Commonly known as the festival of colors, Holi is a spring festival that signifies victory of good over evil. The festival is observed as a two days celebration starting a night before when the Holika is lit (Bonfire) around which people sing and dance. The next day is the actual day for the carnival of colours where people are seen chasing each other with colour, both dry and water colours, along with water guns and water filled balloons. The festival date is not certain, and varies from year to year as per the Hindu calendar. It is celebrated on the last full moon day of the lunar month which usually comes in March but sometimes even in February.

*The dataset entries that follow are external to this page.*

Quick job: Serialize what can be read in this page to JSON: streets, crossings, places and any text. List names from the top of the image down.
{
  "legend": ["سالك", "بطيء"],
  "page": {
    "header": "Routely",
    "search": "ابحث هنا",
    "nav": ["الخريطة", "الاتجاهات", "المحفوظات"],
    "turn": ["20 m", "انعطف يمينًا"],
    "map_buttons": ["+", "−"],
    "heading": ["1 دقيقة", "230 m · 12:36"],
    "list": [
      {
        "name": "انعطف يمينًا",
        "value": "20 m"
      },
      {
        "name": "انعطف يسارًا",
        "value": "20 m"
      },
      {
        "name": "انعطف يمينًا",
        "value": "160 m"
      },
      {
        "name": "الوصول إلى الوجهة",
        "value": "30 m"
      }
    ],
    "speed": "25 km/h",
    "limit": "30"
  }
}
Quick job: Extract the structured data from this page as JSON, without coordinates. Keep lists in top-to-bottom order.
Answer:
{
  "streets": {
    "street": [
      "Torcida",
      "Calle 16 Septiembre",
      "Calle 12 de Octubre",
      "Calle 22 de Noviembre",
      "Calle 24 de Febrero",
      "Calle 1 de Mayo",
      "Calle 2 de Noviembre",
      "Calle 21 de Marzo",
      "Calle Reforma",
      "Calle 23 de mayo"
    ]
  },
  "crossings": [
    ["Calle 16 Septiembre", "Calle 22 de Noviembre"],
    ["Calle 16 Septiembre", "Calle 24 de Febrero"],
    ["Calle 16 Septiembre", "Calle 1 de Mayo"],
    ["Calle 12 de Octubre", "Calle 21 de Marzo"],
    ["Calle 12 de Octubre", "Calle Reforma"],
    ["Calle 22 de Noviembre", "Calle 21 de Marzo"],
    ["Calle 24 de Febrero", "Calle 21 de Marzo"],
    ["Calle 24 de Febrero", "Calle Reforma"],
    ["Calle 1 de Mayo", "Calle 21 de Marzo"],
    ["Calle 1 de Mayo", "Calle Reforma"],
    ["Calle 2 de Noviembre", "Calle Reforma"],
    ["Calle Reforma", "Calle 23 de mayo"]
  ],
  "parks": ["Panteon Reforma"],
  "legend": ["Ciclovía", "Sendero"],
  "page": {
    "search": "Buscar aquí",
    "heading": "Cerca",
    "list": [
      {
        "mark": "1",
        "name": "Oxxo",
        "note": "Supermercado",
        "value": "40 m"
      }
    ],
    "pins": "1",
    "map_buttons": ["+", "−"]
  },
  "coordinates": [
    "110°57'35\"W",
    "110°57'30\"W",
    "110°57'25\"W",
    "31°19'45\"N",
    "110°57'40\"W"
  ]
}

The word “Holi” originates from “Holika”, the evil sister of the demon king Hiranyakashipu who had earned a boon that had made him virtually indestructible. Hiranyakashipu’s son, Prahlada disagreed with his father’s unreasonable demand of being worshipped as God and remained a devotee of Lord Vishnu. Due to this, the king was infuriated and he subjected his son to atrocities. Holika, the aunt of Prahlada tricked him to sit with her on a pyre thinking that her boon from God would protect her. As the fire roared, Holika burnt as she’d used her power for ill-will. Prahlada was saved and Lord Vishnu appeared to kill Hiranyakashipu. The Bonfire is a symbolic reminder of this event.
Another legend’s associated with the Braj region where the Hindu deity Krishna grew up. The legend commemorates the love of Krishna and Radha. Krishna had developed a dark blue skin colour after being poisoned by the she-demon, Putana. On expressing desperation, Krishna’s mother advised him to color Radha’s (whom he had admired but was scared of approaching because of his colour)face with any color of his choice. This eventually became a traditional way of celebrating the event.
Different states, different practices, but Holi is a festival celebrated across all states, infact Holi is the only national festival that has positively influenced other cultures across the globe.